ABOUT THIS EXERCISE:
Search the records below for "order" and copy every line it turns up in.

RECORDS SHOWN:

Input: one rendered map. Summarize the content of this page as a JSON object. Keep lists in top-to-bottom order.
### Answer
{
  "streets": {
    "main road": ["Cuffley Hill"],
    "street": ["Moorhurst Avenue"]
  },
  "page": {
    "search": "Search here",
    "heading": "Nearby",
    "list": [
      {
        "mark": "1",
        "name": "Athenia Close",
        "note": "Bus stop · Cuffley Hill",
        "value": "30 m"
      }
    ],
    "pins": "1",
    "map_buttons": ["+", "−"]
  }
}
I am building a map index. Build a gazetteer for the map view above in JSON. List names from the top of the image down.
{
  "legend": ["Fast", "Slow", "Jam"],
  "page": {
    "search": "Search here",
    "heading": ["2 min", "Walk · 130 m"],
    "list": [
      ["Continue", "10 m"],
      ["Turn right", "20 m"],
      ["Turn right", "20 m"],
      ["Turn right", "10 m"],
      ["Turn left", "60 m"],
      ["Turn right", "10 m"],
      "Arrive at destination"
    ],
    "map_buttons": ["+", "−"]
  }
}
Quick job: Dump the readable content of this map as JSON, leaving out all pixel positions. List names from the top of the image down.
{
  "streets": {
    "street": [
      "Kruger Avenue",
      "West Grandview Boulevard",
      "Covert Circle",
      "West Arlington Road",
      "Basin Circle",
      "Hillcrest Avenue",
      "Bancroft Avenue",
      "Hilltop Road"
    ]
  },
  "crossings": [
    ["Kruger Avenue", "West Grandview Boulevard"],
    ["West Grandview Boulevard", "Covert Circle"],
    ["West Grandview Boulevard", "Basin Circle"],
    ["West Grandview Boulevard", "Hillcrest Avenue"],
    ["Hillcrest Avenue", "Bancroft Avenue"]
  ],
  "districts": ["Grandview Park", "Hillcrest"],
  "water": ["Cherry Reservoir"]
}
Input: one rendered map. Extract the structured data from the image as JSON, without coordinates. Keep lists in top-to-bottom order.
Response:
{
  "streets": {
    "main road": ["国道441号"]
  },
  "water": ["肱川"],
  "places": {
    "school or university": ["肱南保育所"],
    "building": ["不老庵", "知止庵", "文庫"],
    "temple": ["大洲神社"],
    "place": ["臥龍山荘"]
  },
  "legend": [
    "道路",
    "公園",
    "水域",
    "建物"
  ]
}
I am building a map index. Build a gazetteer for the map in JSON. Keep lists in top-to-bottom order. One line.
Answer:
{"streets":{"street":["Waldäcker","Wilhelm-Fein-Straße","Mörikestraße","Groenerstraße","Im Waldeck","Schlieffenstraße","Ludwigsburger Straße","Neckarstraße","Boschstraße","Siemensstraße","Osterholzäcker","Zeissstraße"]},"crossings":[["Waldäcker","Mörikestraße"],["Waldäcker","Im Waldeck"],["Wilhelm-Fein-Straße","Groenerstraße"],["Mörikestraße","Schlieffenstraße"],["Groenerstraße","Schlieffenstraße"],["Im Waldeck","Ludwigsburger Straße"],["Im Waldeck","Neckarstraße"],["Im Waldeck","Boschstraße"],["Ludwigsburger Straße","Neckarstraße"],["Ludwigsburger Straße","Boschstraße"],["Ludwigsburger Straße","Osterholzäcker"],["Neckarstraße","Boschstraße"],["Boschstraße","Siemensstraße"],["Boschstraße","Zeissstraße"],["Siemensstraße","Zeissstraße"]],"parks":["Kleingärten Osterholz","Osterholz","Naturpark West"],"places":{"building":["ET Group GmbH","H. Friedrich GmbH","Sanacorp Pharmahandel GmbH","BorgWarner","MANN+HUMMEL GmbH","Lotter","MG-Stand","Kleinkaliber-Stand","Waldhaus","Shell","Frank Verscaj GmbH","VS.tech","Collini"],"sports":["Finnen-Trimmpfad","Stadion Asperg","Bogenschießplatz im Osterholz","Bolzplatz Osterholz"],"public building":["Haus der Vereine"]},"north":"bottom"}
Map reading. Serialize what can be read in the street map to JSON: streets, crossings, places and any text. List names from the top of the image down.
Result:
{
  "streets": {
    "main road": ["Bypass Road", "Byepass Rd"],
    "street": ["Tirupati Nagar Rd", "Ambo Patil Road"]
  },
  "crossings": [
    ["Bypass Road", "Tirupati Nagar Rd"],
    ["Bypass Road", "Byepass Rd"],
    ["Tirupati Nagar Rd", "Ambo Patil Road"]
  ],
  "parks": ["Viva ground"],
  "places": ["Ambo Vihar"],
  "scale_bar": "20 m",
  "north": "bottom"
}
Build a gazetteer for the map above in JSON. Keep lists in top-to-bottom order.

OUTPUT OF THE TASK:
Input: one rendered map. Summarize the content of this page as a JSON object. Keep lists in top-to-bottom order.
Input: one rendered map. Extract the structured data from the image as JSON, without coordinates. Keep lists in top-to-bottom order.
I am building a map index. Build a gazetteer for the map in JSON. Keep lists in top-to-bottom order. One line.
Build a gazetteer for the map above in JSON. Keep lists in top-to-bottom order.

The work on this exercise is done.